Provavelmente não teria o prazer da companhia do estimado leitor do Observador se o título tivesse sido “Agricultura”. E isso é um problema. A agricultura não é “sexy”, nem parece mais fazer parte da nossa cultura. Numa sociedade ocidental, onde tudo nos é servido à mesa — ou nas prateleiras do supermercado — a agricultura perdeu reconhecimento. A sua importância fundamental para alimentar a crescente população mundial – e para garantir a estabilidade social – não é nem valorizada, nem devidamente respeitada.

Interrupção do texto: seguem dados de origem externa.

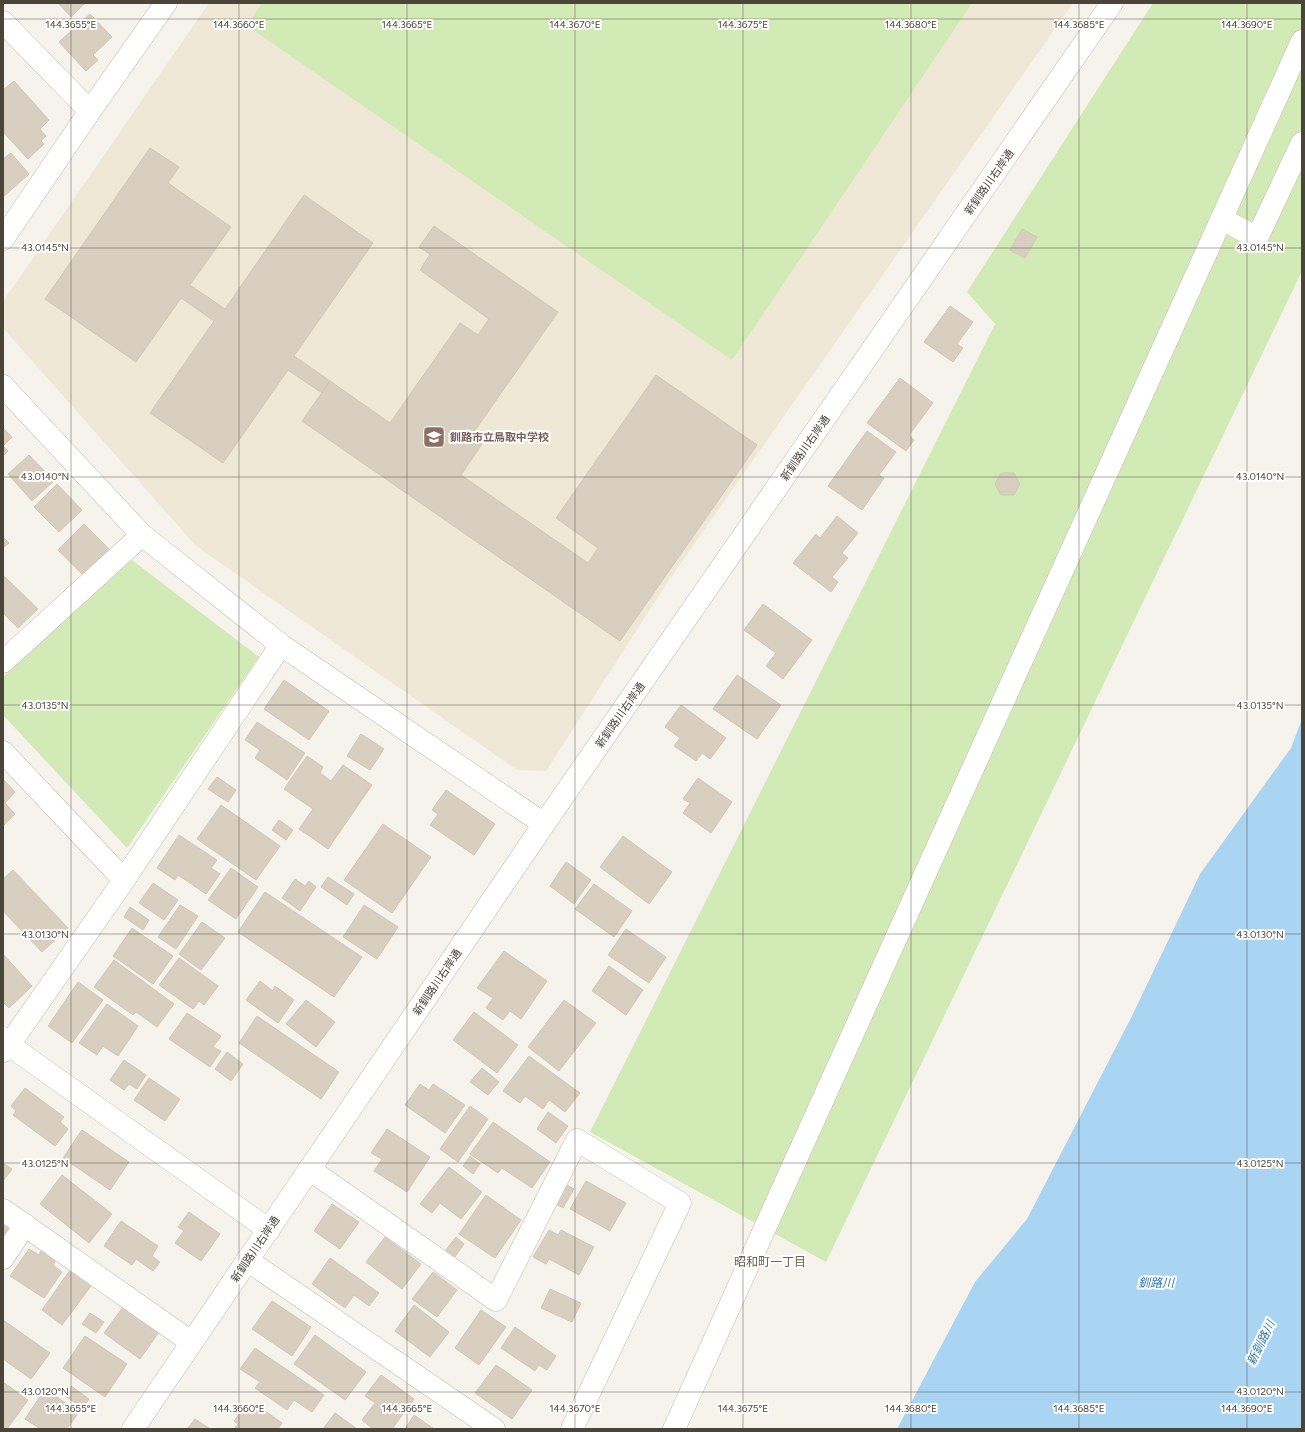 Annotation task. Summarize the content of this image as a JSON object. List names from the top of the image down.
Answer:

Prevê-se ser necessário aumentar em mais de 50% a produção agrícola mundial para poder alimentar os mais de 9 mil milhões de habitantes do nosso planeta em 2050. Ou seja, aumentar a produtividade sem aumentar a área de produção (pois precisamos parar a desflorestação, que é responsável por 10 a 15% das emissões globais de dióxido de carbono!). Falamos, pois, do papel fundamental da agricultura sustentável — nas suas três dimensões: económica, ambiental e social – para dar resposta a este novo desafio da Humanidade.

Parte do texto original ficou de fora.